Where the lines below hold images, skip those and copy every word exactly.

(Collected data)

• • • •

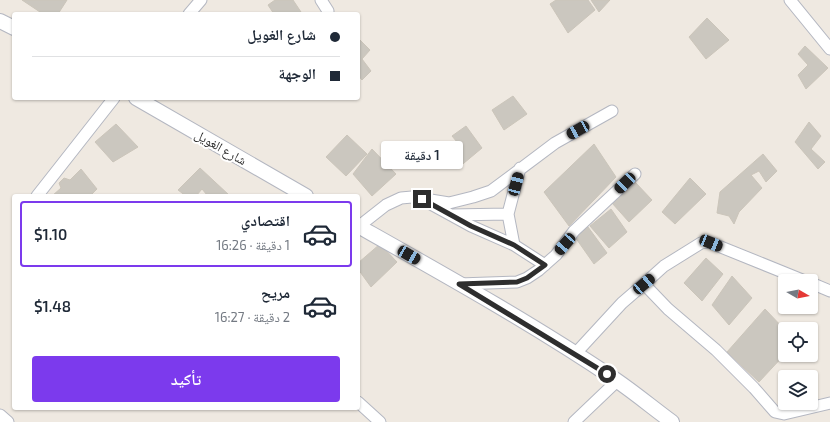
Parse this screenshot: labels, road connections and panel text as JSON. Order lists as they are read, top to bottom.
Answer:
{
  "streets": {
    "street": ["شارع الغويل"]
  },
  "north": "right",
  "page": {
    "banner": ["شارع الغويل", "الوجهة"],
    "bubble": "1 دقيقة",
    "list": [
      {
        "name": "اقتصادي",
        "note": "1 دقيقة · 16:26",
        "value": "$1.10"
      },
      {
        "name": "مريح",
        "note": "2 دقيقة · 16:27",
        "value": "$1.48"
      }
    ],
    "buttons": "تأكيد"
  }
}
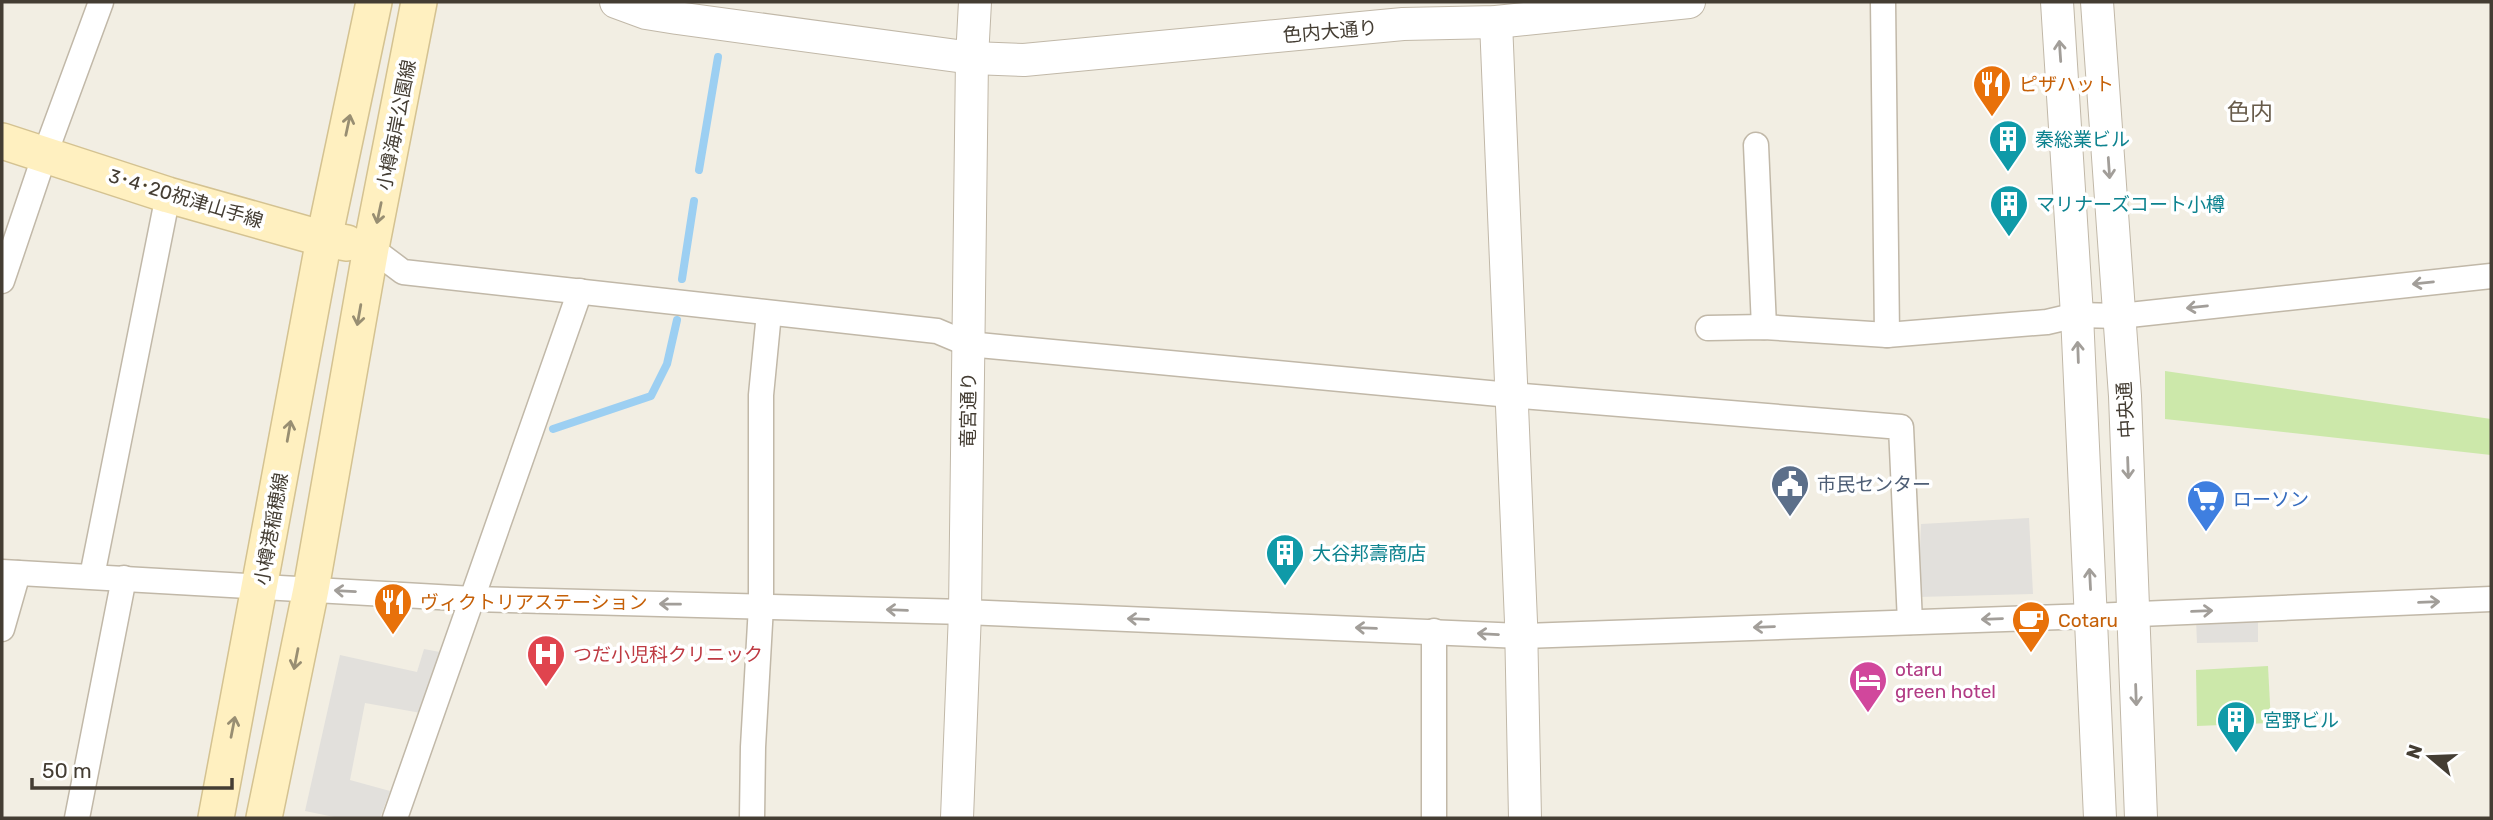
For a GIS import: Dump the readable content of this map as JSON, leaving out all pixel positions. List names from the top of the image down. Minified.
{"streets":{"main road":["小樽海岸公園線","3･4･20祝津山手線","小樽港稲穂線"],"street":["色内大通り","竜宮通り","中央通"]},"crossings":[["色内大通り","竜宮通り"],["小樽海岸公園線","3･4･20祝津山手線"],["3･4･20祝津山手線","小樽港稲穂線"]],"districts":["色内"],"places":{"restaurant":["ピザハット","ヴィクトリアステーション"],"building":["秦総業ビル","マリナーズコート小樽","大谷邦壽商店","宮野ビル"],"public building":["市民センター"],"supermarket":["ローソン"],"cafe":["Cotaru"],"hospital":["つだ小児科クリニック"],"hotel":["otaru green hotel"]},"scale_bar":"50 m","north":"left"}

• • • •

* Answer to the problem
Parse this screenshot: labels, road connections and panel text as JSON. Order lists as they are read, top to bottom.
Answer:
{
  "streets": {
    "street": ["شارع الغويل"]
  },
  "north": "right",
  "page": {
    "banner": ["شارع الغويل", "الوجهة"],
    "bubble": "1 دقيقة",
    "list": [
      {
        "name": "اقتصادي",
        "note": "1 دقيقة · 16:26",
        "value": "$1.10"
      },
      {
        "name": "مريح",
        "note": "2 دقيقة · 16:27",
        "value": "$1.48"
      }
    ],
    "buttons": "تأكيد"
  }
}
For a GIS import: Dump the readable content of this map as JSON, leaving out all pixel positions. List names from the top of the image down. Minified.
{"streets":{"main road":["小樽海岸公園線","3･4･20祝津山手線","小樽港稲穂線"],"street":["色内大通り","竜宮通り","中央通"]},"crossings":[["色内大通り","竜宮通り"],["小樽海岸公園線","3･4･20祝津山手線"],["3･4･20祝津山手線","小樽港稲穂線"]],"districts":["色内"],"places":{"restaurant":["ピザハット","ヴィクトリアステーション"],"building":["秦総業ビル","マリナーズコート小樽","大谷邦壽商店","宮野ビル"],"public building":["市民センター"],"supermarket":["ローソン"],"cafe":["Cotaru"],"hospital":["つだ小児科クリニック"],"hotel":["otaru green hotel"]},"scale_bar":"50 m","north":"left"}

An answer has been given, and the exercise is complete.